Nickel electronic trading halted minutes after it restarted at The London Metal Exchange (‘LME’), citing a technical issue with its new daily limit, as prices plunged when the market opened after a week-long suspension, reported Bloomberg.
What happened: Trading restarted at 8 a.m. GMT and nickel futures immediately fell through the 5% daily window before the market was suspended again.
Related: Nickel Trading To Resume In London With Curbs on Wednesday After Week-Long Halt: Report
As per Bloomberg, the exchange said it halted electronic trading to investigate the problem and cancel a “small number” of transactions. Phone-based trading remains open, and brokers in the open-outcry floor known as “the Ring” will trade nickel later today.
Why it’s Important: The drop in prices signifies that last week’s historic short squeeze is easing, narrowing the gap between nickel contracts on the LME and those on Shanghai Futures Exchange.
The LME announced it would reopen the nickel market this week after Tsingshan secured a standstill agreement with its banks.

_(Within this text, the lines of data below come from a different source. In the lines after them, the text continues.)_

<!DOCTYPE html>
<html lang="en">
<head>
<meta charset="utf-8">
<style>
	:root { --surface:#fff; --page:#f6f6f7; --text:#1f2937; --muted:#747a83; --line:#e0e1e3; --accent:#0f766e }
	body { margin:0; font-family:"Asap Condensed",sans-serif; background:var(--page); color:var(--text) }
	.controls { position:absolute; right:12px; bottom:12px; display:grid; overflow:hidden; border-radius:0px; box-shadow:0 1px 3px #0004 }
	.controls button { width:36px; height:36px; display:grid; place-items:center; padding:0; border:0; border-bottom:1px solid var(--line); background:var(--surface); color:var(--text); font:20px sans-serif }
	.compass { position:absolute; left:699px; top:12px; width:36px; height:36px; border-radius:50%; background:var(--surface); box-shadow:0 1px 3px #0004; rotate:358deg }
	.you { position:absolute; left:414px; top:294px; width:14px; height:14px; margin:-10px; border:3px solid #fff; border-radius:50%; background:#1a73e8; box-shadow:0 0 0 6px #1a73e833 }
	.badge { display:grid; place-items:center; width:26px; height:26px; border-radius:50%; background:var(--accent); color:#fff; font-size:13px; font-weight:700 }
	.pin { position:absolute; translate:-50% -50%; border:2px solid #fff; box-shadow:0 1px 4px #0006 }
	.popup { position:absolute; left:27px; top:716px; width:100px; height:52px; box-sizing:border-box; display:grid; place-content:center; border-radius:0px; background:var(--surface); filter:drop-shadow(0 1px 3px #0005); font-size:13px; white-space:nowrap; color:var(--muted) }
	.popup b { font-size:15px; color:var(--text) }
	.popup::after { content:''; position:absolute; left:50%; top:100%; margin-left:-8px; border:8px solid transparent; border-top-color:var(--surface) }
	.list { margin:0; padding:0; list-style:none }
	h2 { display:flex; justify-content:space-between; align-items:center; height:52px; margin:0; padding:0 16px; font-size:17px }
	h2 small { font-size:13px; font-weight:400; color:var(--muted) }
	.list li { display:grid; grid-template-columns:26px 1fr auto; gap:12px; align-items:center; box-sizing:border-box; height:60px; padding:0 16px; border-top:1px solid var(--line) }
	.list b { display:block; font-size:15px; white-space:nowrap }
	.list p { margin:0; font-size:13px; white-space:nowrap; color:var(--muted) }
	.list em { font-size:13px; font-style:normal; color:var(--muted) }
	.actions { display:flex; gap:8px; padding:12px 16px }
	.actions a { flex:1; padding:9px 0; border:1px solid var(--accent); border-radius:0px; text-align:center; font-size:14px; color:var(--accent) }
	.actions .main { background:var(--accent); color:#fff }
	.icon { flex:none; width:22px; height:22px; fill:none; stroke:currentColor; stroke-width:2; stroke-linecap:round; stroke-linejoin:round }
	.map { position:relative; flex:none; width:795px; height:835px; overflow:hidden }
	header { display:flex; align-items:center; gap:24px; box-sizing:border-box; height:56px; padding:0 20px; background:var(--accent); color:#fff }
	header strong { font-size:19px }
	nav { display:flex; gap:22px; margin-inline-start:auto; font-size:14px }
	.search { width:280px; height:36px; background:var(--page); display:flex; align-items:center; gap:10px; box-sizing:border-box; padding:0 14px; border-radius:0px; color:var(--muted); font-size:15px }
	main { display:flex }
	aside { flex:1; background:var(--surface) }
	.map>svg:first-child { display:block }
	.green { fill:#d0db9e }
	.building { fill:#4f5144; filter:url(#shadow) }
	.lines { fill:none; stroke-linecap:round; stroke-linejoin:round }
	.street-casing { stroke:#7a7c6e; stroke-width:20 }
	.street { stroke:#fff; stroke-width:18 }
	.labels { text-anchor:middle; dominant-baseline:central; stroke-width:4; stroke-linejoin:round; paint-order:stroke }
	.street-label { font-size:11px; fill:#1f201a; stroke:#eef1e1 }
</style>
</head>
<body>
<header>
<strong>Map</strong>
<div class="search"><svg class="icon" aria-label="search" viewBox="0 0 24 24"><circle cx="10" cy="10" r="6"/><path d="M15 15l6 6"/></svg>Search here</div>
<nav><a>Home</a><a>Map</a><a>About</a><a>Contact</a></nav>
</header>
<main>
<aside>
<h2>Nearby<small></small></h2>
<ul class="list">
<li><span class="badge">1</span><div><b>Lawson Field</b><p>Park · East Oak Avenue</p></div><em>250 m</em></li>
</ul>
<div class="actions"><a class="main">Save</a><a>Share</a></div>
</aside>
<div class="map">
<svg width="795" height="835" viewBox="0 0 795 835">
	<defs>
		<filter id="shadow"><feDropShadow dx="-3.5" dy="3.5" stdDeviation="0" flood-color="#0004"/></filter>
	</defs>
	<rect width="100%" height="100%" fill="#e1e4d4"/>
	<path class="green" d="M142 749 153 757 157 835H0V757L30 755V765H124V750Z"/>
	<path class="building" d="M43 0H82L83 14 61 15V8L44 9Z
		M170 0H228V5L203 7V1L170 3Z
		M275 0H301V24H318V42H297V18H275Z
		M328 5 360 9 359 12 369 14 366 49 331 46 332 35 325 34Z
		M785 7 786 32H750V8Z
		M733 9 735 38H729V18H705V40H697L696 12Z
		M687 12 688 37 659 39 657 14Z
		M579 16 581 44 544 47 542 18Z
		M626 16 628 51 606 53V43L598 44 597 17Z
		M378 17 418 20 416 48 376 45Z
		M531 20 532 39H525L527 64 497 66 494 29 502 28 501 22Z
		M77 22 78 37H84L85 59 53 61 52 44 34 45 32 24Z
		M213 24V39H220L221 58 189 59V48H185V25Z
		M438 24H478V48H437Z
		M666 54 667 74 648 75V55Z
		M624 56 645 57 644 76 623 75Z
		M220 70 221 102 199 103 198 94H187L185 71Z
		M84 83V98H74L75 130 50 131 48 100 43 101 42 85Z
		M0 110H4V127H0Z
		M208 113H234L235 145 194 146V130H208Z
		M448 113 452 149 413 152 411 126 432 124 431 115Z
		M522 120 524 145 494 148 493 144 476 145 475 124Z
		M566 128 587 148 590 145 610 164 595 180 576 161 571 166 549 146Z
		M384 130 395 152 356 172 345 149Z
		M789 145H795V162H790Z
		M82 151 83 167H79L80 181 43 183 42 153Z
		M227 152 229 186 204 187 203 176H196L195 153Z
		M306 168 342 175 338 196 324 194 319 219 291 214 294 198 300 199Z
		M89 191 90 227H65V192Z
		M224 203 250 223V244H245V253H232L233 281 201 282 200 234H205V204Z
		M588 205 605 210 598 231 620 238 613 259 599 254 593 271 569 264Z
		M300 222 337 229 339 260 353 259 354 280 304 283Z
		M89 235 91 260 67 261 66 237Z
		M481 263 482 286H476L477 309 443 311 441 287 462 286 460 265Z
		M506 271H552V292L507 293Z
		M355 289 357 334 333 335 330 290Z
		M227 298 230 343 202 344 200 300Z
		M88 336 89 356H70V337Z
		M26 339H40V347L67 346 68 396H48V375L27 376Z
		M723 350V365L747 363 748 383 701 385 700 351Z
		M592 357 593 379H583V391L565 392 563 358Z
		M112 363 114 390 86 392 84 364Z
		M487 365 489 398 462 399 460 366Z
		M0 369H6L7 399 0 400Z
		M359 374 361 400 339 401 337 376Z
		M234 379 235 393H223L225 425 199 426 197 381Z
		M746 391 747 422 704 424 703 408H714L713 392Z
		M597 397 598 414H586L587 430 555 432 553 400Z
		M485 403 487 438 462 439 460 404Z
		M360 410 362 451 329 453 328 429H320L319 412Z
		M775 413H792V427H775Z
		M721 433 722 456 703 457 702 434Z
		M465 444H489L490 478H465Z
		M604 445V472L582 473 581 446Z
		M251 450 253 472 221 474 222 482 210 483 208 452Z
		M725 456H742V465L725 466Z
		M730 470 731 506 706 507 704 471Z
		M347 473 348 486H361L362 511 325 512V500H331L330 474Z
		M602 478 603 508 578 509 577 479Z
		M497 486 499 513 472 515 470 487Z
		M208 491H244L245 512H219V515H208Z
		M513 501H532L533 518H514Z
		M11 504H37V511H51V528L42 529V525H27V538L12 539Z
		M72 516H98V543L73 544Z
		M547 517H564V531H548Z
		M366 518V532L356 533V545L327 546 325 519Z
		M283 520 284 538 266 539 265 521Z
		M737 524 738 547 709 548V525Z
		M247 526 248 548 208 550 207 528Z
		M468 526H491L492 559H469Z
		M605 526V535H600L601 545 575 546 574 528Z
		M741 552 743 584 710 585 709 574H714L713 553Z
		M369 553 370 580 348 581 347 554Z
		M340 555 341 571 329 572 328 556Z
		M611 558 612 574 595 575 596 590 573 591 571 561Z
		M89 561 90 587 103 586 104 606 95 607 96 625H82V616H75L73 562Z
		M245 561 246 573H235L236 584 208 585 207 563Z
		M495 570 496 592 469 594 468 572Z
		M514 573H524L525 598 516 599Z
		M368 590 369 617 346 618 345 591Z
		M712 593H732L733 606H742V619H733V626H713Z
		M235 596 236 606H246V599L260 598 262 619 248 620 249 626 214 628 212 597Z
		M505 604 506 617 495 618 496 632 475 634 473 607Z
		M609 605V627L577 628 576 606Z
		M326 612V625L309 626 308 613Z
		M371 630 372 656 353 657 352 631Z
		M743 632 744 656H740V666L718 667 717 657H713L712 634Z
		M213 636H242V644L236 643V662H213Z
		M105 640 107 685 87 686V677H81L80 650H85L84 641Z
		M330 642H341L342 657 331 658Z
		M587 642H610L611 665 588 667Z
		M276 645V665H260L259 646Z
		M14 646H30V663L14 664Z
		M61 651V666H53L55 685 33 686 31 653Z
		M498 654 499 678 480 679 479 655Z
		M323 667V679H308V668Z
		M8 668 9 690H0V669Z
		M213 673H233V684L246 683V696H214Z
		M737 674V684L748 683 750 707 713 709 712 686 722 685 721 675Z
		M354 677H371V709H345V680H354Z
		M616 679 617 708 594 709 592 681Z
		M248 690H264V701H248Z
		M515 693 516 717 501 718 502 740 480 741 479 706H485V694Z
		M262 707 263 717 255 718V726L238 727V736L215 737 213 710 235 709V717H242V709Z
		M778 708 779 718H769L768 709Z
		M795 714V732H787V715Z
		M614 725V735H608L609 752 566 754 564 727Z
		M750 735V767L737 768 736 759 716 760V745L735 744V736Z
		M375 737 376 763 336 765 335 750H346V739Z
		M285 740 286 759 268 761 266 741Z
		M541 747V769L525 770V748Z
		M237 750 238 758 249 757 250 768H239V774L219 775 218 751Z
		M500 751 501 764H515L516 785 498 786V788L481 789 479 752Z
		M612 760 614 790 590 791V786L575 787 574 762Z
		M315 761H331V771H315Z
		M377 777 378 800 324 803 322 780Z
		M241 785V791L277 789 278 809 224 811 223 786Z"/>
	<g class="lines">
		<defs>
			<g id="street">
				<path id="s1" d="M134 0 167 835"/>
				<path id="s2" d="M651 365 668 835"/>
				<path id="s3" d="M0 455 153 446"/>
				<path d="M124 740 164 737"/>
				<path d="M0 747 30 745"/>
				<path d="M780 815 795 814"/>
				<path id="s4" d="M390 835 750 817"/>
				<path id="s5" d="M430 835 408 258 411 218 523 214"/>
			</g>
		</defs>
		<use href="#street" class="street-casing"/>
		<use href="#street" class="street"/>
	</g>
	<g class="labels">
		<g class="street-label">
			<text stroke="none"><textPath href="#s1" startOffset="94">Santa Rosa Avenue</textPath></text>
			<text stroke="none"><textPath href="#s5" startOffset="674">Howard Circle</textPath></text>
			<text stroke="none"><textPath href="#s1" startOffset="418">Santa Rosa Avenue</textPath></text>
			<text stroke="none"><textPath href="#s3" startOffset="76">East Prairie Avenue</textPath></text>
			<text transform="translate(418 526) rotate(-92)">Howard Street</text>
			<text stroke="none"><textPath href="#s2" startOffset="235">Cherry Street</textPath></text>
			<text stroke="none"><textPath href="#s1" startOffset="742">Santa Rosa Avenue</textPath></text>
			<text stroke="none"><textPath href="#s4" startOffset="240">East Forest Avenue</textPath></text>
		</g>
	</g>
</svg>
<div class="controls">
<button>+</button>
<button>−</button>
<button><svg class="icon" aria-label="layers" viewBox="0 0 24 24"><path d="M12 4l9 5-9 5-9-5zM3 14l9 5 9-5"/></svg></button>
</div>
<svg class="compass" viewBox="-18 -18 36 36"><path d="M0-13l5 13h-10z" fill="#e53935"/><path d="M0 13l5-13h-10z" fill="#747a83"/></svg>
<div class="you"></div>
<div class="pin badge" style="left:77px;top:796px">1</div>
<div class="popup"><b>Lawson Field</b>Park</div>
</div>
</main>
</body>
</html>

Related: JPMorgan In Talks With Tsingshan To Contain Nickel Crisis: WSJ
On Wednesday morning, only 206 lots, or 1,236 tons of nickel, changed hands before the market stopped trading within seconds. Most of those trades took place at the limit price of $45,590 a ton.
Shanghai Futures Exchange contracts closed up 8.6% at 235,200 yuan ($37,048) a ton but remained below LME prices before the London market opened, Bloomberg notes.